No caso do imposto sobre grandes fortunas, o governador do Maranhão, Flávio Dino (PCdoB), aliado do deputado Rubens Pereira Júnior, chegou a pedir, em ação de inconstitucionalidade por omissão, que o STF solucionasse o assunto até o Congresso se manifestar. A ação foi extinta por falta de legitimidade dele para fazer o pedido.

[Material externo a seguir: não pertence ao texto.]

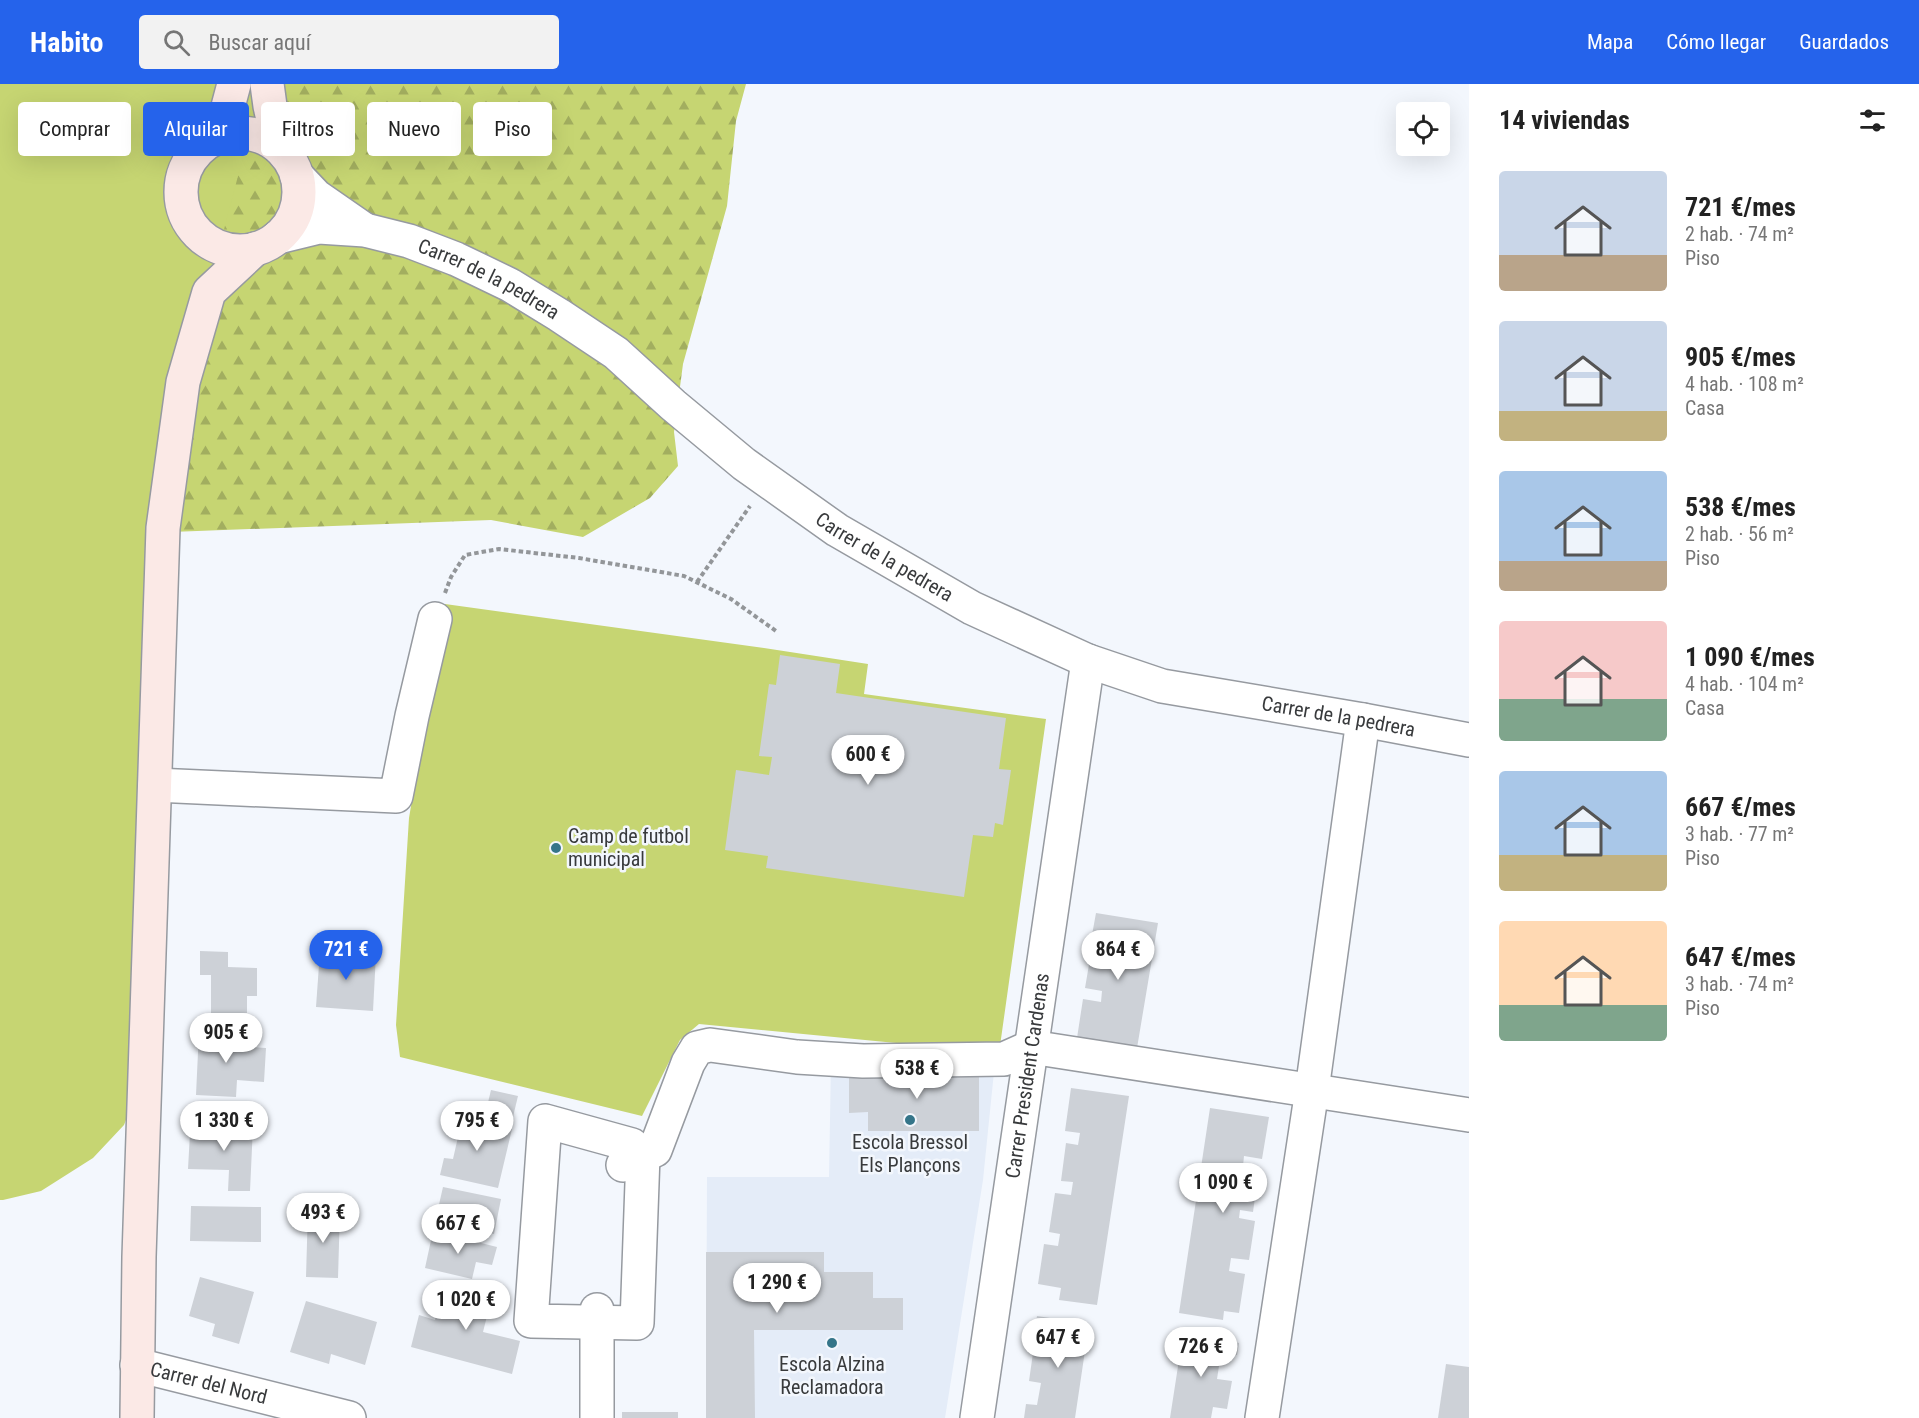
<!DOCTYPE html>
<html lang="es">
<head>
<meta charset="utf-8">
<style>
  :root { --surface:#fff; --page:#f2f2f2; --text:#222; --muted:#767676; --accent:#2563eb }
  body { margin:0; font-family:"Roboto Condensed",sans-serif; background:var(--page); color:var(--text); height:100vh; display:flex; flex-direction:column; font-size:22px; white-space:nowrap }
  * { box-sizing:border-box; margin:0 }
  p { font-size:20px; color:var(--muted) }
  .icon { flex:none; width:33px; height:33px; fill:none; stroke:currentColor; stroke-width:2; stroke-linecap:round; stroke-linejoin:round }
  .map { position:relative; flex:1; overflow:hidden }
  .side { display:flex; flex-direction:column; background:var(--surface); width:450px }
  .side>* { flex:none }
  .hud { position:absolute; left:18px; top:18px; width:570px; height:54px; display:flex; gap:12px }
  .fabs { position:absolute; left:1396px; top:18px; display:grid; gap:12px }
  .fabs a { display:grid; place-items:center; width:54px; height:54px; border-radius:6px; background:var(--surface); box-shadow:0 6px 24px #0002; font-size:30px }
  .price { position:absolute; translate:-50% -51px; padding:0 14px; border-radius:21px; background:#fff; color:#222; font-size:20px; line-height:39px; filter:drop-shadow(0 2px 3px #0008) }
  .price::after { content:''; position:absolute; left:50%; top:36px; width:18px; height:14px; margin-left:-9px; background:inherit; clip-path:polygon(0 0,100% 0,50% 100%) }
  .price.current { background:var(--accent); color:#fff }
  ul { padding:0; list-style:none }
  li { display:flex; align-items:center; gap:18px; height:150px; padding:0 30px }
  li span { display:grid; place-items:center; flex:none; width:168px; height:120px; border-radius:6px; color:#555 }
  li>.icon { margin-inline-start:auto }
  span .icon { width:72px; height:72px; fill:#fffc; stroke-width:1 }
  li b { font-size:26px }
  h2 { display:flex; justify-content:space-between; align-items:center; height:72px; padding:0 30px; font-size:26px }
  .tag { padding:0 21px; border-radius:6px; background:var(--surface); box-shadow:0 6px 24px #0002; font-size:21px; line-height:54px }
  .tag.current { background:var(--accent); color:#fff }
  header { display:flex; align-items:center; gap:36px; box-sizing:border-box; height:84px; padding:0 30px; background:var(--accent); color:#fff }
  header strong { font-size:28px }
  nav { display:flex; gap:33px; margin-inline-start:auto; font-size:21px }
  .search { width:420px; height:54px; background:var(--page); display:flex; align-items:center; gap:15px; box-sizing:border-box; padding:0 21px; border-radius:6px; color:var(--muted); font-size:22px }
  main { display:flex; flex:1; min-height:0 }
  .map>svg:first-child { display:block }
  .built { fill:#e4ecf8 }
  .forest { fill:url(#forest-firs) }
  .park { fill:#c6d572 }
  .building { fill:#cdd1d7 }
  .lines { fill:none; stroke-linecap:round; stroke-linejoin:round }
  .street-casing { stroke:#969aa0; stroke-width:36 }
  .secondary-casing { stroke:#969aa0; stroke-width:36 }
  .path { stroke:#939699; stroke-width:4; stroke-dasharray:4.5 3; stroke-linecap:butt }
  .street { stroke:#fff; stroke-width:33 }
  .secondary { stroke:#fbe9e6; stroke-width:33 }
  .poi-dot { fill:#357589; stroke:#f3f7fd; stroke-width:2 }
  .labels { text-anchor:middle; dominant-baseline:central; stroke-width:5; stroke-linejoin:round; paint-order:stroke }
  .street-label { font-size:20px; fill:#383a3c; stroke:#f3f7fd }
  .poi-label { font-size:20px; fill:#383a3c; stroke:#f3f7fd }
</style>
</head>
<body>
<header>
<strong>Habito</strong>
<div class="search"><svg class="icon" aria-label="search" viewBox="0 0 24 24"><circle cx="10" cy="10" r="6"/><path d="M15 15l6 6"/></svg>Buscar aquí</div>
<nav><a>Mapa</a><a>Cómo llegar</a><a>Guardados</a></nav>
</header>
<main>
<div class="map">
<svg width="1469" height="1334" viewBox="0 0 1469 1334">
  <defs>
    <pattern id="forest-firs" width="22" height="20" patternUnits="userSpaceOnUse" patternTransform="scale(1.5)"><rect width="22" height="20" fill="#c6d572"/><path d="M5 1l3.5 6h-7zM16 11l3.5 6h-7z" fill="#a2ae5f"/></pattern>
  </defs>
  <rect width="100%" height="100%" fill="#f3f7fd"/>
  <polygon class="built" points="831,978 995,978 983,1096 945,1334 706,1334 707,1093 829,1093"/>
  <polygon class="forest" points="0,0 746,0 736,37 727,122 683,280 674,348 678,382 650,414 583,453 491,436 171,448"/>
  <g class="park">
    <polygon points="0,0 262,0 191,272 145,989 124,1041 93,1074 41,1107 3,1116 0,1116"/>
    <polygon points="445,520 764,564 868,580 864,610 1046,635 999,969 699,940 680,956 642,1032 400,973 396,941 409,734"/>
  </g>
  <g class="building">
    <polygon points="780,571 840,580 836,609 1006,634 999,685 1011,686 1003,741 995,739 993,753 973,751 964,813 766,784 768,772 725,766 736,686 769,691 772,673 759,672 769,600 776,601"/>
    <polygon points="1096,829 1158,839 1137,964 1077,954 1083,915 1101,918 1102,907 1085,904 1092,863 1108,866 1109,855 1092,851"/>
    <polygon points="200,867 228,868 228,883 257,884 257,912 247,912 247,929 211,929 211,891 200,891"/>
    <polygon points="320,867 376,870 373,927 316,923"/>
    <polygon points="199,947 237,949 237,962 266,964 264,998 237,996 236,1013 196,1011"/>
    <polygon points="979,986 979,1047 868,1047 868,1028 849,1029 849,987"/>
    <polygon points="1071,1004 1129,1012 1097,1221 1059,1216 1061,1204 1038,1200 1044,1160 1058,1162 1060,1150 1049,1148 1055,1109 1071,1111 1073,1098 1061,1097 1066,1059 1078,1061 1080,1049 1065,1047"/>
    <polygon points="491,1006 518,1012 512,1037 485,1031"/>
    <polygon points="1210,1024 1269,1033 1262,1075 1244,1072 1243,1082 1259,1084 1253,1128 1240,1126 1239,1134 1255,1137 1249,1176 1231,1174 1229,1187 1245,1190 1239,1229 1224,1227 1223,1236 1179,1229"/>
    <polygon points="453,1032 512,1045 498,1104 440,1091 444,1074 453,1075 458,1053 449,1051"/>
    <polygon points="197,1039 253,1042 250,1107 228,1107 229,1086 188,1085 190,1049 196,1050"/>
    <polygon points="443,1103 501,1115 494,1150 435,1138"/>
    <polygon points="191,1122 261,1123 261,1158 190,1157"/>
    <polygon points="308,1125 340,1126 338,1194 306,1193"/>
    <polygon points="433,1147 497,1163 492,1181 476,1178 472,1195 425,1184"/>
    <polygon points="706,1168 824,1168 824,1188 873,1188 873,1214 903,1214 903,1246 754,1246 755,1334 706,1334"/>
    <polygon points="200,1193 254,1208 239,1260 212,1252 215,1240 189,1232"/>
    <polygon points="444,1199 503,1214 500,1227 489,1224 483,1248 520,1257 512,1290 411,1263 419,1231 435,1236"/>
    <polygon points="306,1217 377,1238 365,1281 331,1270 329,1280 290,1268"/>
    <polygon points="1037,1232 1089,1240 1075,1334 1024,1334 1026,1320 1037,1321 1041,1299 1029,1297 1033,1269 1044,1271 1047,1250 1034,1248"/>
    <polygon points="1183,1250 1239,1259 1237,1271 1221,1269 1217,1295 1232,1297 1227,1325 1213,1323 1211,1334 1170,1334"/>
    <polygon points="1446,1280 1469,1283 1469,1334 1438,1334"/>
    <rect x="622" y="1328" width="56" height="6"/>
  </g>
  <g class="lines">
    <defs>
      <g id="street">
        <polyline points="297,92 316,112 365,146"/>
        <path id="s1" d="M278,153L319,143L365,146L409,157L456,175L510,201L559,231L616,269L673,321L744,380L837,446L972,524L1088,577L1162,602L1363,636L1469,656"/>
        <polyline points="155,701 396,712 412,632 435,535"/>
        <polygon points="545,1037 632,1061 643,1071 637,1239 531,1237"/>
        <polyline points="623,1081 655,1066 688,979 697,964 710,961 797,973 863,977 1004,975 1031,963 1469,1031"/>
        <path id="s2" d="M137,1281L349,1334"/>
        <polyline points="597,1334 597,1226"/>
        <path id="s3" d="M977,1334L1088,577"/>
        <polyline points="1262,1334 1312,1006 1363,636"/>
      </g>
      <g id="secondary">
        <polyline points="267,0 270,22 279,63"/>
        <circle cx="240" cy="108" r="59"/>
        <polyline points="217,53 225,34 234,0"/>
        <polyline points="137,1334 139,1173 163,444 183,298 209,208 255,165"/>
      </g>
    </defs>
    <use href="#street" class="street-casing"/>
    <use href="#secondary" class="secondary-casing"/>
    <g class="path">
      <polyline points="697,498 750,422"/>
      <polyline points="445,509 451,493 465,471 499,465 579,474 684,492 731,515 776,547"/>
    </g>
    <use href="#street" class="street"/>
    <use href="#secondary" class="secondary"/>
  </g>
  <g class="poi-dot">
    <circle cx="556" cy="764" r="6"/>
    <circle cx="910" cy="1036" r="6"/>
    <circle cx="832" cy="1259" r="6"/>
  </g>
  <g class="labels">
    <g class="street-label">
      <text stroke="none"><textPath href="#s1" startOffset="222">Carrer de la pedrera</textPath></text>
      <text stroke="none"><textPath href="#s1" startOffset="708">Carrer de la pedrera</textPath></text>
      <text stroke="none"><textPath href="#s1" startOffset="1194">Carrer de la pedrera</textPath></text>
      <text stroke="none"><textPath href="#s3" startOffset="346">Carrer President Cardenas</textPath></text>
      <text stroke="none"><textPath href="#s2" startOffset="74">Carrer del Nord</textPath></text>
    </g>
    <g class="poi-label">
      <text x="568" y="752" text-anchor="start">Camp de futbol<tspan x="568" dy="23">municipal</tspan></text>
      <text x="910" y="1058">Escola Bressol<tspan x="910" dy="23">Els Plançons</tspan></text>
      <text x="832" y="1280">Escola Alzina<tspan x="832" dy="23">Reclamadora</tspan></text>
    </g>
  </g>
</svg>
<div class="fabs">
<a><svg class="icon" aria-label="locate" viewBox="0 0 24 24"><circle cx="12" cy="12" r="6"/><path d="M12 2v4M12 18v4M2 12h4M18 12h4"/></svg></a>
</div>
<b class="price" style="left:868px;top:702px">600 €</b>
<b class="price current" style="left:346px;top:897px">721 €</b>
<b class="price" style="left:1118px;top:897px">864 €</b>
<b class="price" style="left:226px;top:980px">905 €</b>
<b class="price" style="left:917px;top:1016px">538 €</b>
<b class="price" style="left:224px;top:1068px">1 330 €</b>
<b class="price" style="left:477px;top:1068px">795 €</b>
<b class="price" style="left:1223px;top:1130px">1 090 €</b>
<b class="price" style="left:323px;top:1160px">493 €</b>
<b class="price" style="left:458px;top:1171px">667 €</b>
<b class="price" style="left:777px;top:1230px">1 290 €</b>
<b class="price" style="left:466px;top:1247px">1 020 €</b>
<b class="price" style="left:1058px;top:1285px">647 €</b>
<b class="price" style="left:1201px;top:1294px">726 €</b>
<div class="hud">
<a class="tag">Comprar</a>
<a class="tag current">Alquilar</a>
<a class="tag">Filtros</a>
<a class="tag">Nuevo</a>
<a class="tag">Piso</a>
</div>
</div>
<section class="side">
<h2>14 viviendas<svg class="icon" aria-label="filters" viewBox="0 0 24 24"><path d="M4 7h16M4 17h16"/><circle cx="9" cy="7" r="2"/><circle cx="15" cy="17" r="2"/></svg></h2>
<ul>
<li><span style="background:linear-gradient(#c9d6e8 70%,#b9a48a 0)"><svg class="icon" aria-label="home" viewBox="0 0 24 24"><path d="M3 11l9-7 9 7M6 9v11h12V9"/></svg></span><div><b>721 €/mes</b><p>2 hab. · 74 m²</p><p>Piso</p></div></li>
<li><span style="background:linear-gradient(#c9d6e8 75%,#c2b280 0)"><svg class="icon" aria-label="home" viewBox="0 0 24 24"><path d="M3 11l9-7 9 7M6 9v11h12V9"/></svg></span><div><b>905 €/mes</b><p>4 hab. · 108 m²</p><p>Casa</p></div></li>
<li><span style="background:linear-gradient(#a9c7e8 75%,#b9a48a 0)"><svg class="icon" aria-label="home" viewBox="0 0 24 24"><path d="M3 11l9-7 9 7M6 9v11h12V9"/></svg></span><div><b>538 €/mes</b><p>2 hab. · 56 m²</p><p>Piso</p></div></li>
<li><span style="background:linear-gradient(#f6c9c9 65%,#7fa58c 0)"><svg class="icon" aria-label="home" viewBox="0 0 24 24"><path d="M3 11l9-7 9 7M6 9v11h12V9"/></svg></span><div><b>1 090 €/mes</b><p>4 hab. · 104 m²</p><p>Casa</p></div></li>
<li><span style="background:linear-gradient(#a9c7e8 70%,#c2b280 0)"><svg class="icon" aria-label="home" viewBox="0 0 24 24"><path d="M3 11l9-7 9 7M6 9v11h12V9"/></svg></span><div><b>667 €/mes</b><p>3 hab. · 77 m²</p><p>Piso</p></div></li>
<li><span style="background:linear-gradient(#ffd9b3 70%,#7fa58c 0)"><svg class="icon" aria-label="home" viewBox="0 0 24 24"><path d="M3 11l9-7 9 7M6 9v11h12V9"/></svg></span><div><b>647 €/mes</b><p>3 hab. · 74 m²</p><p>Piso</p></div></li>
</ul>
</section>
</main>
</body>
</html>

“A comunidade não espera que o Congresso vá resolver e bate à porta de quem ela acha que vai conceder o direito”, afirma o advogado Saul Tourinho, do escritório Ayres Britto Consultoria Jurídica e Advocacia. Para ele, o fato de apenas 28 dos 382 temas que a Constituição deixou para serem regulamentados não serem objeto de nenhuma proposta legislativa indica que o Congresso está trabalhando, mas que setores interessados conseguiram travar as discussões.
Professor da FGV Direito Rio, Thomaz Pereira diz que o vácuo pode ocorrer, também, porque uma ideia que tinha apoio no Congresso em 1988 pode não ter agora. “A Constituição é um produto das forças políticas representadas na Constituinte. Mas as forças políticas são dinâmicas.”